Valtteri Bottas Reborn

Jim Kimberley
5 min readApr 8, 2022


The 2022 F1 regulation change has already brought plenty of unexpected surprises to the sport this season. Haas have scored more points than they mustered over the past two years combined, Ferrari appears to be the team to beat, and Mercedes have slid from the power unit to have to the one to avoid. Its why rule changes are always so hyped up in the years preceding them — the order can and often does reshuffle wildly.

While it’s a little bit of a lottery for the drivers to know where they will end up with their limited impact on car development when F1 introduces new rules, there’s one driver who looks like he’s somehow in a better place than we’ve seen for years, despite a relative demotion — Valtteri Bottas. Bottas has stepped out of Lewis Hamilton’s shadow at Mercedes to be the lead driver at a team for the first time in his career. It’s a role that has brought the smile back to the Finn’s face as he adjusts to life at an Alfa Romeo team that seems delighted to have him.

Bottas’ F1 reputation took a battering in the five seasons he stayed with Mercedes; there’s no denying it.

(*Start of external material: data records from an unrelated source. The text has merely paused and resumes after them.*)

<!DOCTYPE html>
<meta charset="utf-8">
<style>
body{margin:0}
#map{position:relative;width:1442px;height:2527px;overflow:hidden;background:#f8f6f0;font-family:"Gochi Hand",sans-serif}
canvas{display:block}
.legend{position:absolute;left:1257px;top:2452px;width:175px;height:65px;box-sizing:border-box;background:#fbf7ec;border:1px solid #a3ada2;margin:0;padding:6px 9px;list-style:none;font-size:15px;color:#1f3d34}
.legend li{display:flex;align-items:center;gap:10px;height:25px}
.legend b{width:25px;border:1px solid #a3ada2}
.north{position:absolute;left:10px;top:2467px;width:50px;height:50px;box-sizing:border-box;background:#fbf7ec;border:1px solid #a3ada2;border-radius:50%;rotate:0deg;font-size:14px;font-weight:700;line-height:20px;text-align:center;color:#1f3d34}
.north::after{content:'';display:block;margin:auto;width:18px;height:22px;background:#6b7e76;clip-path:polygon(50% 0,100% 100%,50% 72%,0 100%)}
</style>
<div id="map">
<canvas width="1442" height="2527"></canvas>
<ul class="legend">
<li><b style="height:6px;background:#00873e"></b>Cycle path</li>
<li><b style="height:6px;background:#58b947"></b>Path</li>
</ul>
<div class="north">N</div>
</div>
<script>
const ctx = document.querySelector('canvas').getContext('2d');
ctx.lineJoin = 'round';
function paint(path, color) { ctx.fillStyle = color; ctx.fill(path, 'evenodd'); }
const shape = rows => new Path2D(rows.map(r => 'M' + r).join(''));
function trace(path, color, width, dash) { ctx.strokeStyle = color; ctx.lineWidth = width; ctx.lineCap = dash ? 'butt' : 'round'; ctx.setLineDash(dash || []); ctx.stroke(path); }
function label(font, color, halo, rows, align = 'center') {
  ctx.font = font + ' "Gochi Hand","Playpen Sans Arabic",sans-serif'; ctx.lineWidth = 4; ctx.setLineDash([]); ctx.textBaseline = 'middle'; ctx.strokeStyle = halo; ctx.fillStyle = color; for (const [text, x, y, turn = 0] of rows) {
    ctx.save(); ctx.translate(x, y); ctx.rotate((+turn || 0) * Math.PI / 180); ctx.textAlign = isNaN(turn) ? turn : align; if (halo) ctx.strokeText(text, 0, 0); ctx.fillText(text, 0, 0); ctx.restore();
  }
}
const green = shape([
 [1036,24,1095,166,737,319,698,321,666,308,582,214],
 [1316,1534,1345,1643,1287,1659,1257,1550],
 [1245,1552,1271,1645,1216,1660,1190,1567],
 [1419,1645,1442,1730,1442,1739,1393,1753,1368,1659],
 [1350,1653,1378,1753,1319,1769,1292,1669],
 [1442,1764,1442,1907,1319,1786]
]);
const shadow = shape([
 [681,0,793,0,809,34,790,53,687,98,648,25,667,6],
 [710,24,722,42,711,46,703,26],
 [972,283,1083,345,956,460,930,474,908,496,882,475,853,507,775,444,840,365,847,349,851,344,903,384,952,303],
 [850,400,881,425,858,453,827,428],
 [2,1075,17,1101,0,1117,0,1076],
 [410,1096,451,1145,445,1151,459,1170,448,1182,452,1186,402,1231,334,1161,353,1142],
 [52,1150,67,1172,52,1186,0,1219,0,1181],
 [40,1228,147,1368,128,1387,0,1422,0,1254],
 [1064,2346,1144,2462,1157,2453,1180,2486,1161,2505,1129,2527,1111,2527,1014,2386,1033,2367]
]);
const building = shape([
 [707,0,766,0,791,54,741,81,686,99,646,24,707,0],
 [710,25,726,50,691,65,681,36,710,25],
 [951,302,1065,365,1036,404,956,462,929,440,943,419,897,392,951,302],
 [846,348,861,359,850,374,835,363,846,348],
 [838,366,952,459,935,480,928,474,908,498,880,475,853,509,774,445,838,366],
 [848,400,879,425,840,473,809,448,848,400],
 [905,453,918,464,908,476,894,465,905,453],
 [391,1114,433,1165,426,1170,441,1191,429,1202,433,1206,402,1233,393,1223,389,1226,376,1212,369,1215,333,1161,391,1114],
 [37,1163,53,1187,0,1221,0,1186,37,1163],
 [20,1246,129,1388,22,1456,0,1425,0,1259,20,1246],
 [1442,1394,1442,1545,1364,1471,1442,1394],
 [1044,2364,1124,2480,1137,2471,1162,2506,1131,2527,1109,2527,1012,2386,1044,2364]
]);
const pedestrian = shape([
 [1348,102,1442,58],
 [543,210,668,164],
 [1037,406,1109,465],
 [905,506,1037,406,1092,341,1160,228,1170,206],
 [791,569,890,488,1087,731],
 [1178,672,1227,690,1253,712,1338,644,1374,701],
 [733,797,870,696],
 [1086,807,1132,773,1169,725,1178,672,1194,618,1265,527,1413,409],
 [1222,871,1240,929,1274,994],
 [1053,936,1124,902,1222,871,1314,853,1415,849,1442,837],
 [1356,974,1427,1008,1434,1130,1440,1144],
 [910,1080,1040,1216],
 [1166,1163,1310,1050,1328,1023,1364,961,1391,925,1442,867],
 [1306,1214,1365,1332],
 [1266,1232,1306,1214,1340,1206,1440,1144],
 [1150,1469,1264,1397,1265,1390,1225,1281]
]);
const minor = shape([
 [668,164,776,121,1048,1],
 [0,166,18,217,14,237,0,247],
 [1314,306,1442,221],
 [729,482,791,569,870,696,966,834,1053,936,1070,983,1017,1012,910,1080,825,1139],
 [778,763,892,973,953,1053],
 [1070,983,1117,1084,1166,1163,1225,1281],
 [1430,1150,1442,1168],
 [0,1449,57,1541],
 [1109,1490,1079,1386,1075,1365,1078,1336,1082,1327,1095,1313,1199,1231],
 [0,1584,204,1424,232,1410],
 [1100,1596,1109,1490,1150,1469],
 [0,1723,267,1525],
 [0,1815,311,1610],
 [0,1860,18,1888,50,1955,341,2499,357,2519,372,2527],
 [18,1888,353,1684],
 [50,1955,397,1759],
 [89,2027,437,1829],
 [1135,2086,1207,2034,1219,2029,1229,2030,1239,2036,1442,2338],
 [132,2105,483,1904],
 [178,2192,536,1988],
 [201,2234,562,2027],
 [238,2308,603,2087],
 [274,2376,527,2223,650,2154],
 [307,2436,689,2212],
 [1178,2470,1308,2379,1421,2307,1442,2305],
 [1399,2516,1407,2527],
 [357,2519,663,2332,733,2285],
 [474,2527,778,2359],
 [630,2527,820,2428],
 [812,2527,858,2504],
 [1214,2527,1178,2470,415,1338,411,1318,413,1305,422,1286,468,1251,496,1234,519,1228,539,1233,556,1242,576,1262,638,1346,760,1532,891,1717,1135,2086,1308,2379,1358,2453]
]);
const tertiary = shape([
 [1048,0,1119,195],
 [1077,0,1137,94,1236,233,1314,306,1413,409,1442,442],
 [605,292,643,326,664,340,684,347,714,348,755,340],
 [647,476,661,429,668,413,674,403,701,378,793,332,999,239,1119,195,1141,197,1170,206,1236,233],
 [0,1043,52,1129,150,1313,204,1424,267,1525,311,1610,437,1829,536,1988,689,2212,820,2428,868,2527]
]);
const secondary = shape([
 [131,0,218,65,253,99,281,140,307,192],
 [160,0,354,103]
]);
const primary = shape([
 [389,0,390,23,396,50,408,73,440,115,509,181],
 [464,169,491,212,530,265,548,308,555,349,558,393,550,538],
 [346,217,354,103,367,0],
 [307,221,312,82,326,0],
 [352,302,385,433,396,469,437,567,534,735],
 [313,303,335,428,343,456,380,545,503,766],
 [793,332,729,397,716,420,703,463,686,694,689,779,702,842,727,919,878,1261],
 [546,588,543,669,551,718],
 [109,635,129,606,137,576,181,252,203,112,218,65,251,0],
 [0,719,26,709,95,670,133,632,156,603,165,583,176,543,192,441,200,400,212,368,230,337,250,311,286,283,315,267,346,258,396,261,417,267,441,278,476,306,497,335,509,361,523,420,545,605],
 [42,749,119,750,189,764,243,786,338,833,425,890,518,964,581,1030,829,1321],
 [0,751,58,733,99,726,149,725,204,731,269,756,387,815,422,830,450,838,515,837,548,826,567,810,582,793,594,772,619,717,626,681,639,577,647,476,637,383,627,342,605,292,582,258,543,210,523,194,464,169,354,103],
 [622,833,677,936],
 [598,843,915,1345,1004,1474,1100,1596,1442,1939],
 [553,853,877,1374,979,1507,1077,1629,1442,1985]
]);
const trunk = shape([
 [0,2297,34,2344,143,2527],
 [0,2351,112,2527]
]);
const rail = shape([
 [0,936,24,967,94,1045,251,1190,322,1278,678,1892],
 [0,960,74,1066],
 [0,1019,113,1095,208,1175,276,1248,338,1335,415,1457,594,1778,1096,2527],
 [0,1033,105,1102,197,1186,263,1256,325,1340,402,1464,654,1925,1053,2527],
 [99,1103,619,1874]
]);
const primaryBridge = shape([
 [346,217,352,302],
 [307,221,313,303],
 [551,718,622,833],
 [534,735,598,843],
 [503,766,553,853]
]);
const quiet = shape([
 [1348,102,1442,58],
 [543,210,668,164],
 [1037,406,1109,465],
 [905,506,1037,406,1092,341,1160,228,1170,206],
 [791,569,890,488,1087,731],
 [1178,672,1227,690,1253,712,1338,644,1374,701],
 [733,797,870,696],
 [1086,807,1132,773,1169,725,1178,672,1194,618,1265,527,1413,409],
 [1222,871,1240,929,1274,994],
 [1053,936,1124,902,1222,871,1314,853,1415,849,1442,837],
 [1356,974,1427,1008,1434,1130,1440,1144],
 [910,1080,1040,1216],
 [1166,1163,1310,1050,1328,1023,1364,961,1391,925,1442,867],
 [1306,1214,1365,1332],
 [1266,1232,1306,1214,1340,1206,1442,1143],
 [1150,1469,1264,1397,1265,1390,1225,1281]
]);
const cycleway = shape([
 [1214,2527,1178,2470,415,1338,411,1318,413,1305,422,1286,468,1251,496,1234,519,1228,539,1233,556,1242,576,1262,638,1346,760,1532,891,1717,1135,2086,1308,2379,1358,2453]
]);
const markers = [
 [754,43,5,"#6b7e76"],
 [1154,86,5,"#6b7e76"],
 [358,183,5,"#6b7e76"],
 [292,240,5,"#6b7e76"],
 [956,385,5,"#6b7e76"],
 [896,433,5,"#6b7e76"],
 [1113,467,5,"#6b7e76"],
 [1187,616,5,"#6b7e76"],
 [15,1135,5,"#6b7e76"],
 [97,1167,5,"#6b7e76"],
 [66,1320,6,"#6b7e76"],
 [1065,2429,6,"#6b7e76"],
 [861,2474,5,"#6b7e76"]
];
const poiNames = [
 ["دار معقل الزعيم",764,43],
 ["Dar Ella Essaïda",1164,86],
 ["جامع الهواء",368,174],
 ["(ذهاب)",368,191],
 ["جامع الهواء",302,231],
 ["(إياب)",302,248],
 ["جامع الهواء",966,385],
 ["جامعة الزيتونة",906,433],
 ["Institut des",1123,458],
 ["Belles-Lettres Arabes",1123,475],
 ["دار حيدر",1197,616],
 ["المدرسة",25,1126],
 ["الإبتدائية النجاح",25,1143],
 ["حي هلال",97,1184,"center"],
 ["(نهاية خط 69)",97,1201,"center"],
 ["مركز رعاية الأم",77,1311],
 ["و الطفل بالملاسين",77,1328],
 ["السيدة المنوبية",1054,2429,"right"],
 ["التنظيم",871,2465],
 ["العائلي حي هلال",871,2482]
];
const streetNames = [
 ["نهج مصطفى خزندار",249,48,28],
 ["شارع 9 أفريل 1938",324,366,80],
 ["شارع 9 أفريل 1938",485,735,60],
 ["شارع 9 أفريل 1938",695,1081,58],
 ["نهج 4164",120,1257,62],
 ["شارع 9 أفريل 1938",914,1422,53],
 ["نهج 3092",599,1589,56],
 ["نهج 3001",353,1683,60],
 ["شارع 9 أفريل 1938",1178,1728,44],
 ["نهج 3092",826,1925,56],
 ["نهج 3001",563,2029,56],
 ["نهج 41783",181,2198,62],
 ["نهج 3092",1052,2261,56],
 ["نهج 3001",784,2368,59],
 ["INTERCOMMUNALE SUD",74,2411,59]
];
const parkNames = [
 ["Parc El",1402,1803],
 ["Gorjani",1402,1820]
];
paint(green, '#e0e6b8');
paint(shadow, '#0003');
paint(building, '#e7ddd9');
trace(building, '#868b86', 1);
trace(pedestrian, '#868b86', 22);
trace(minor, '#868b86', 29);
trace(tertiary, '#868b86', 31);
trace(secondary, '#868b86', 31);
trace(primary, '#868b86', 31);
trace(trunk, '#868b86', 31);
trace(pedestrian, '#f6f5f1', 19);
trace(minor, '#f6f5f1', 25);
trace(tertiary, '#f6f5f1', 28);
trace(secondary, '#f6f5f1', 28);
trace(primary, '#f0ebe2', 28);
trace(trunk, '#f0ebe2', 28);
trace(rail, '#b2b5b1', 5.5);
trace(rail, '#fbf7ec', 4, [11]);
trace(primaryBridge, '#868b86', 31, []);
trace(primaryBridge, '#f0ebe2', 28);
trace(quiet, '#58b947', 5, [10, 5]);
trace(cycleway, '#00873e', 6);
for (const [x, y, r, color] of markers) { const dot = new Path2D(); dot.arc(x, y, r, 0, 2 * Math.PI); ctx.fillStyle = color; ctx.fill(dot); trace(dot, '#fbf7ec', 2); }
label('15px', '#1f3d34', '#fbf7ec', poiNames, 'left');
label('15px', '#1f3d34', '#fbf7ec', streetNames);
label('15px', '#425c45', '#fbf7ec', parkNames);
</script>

Before, during his Williams years, and particularly when he was a regular podium visitor after the last regulation change in 2014, Valtteri looked like one of those drivers who you would think could be a championship contender if only the right circumstances arose. Then, when Nico Rosberg left the sport, that chance opened at Mercedes, and it was time for him to show the world what he could do.

Unfortunately, that championship-contending seat was alongside Lewis Hamilton, who had got himself comfortable on the other side of the Merc garage over the previous four years. The sheer number of records that Hamilton holds in F1 is evidence of the skill that Bottas had to contend with. But every racing driver has to think that they are the greatest — if not, they might as well pack it in and go home. So, to lose out to his teammate every year during their partnership is a bitter pill to swallow.

Some drivers might struggle to find the motivation to continue if that had happened to them. Imagine seeing someone you work with just consistently outperform you for half a decade despite you having the same equipment, training, and opportunity to succeed as they do. So, in some regards, it is a wonder that Valtteri continued signing those one-year contract extensions for as many years that he did, knowing that he would certainly continue to be there as a prop to help Hamilton take titles.

Like his Alfa predecessor Kimi Raikkonen, many new fans will not even remember when Valtteri was battling better cars in the Martini-liveried Williams to beat out Ferraris and Red Bulls that were often quicker on the race weekends. Hell, until he moved to Mercedes, Bottas had not been beaten by a teammate and even outperformed the more vastly experienced Felipe Massa in each of their three seasons together. And, may I add, that’s the same Massa who was one corner away from besting Hamilton to the 2008 world championship.

I do not believe that Bottas holds any resentment toward Mercedes, but I bet there is quite a smirk when in his helmet when he sees that he’s lining up alongside or nearby to his old team when sitting in an Alfa. It will feel like vindication for him to be impressing so much in these early races of 2022 — showing the F1 world he never lost the potential from those Williams days; he was just never treated equally.

Had he received more than a one-year extension to let him focus entirely on racing and not if he had an F1 future, perhaps he could’ve had mounted a championship challenge. Considering his obvious comfort level and competence this season with a two-year Alfa contract under his belt, there really could be truth to that theory. Bottas, to me, looks like the man I was impressed by in 2014, but with eight years more experience in the sport to make one formidable driver.

We are not going to see many — if any — podium trips from Bottas as we have in recent times, thanks to the field spread being so Red Bull-Ferrari weighted, but Valtteri is a prime contender for the best of the rest award behind the big three, I think. He is a man reborn with the team leader role and knowledge that he is in F1 next year, and we may well see the best Bottas to date in 2022.

F1 drivers have the most fragile egos, even though they are competing at the level most of us can only dream of. When their head drops, their performance drops, too, and it can be a downward spiral — look at Daniel Ricciardo’s time at McLaren. However, I am starting to sense that Bottas having a team looking to him to lead, not at his teammate, is helping his self-worth grow again. As Alfa believes in Valtteri, Valtteri believes in Valtteri. And do you know what? I believe in Valtteri, too.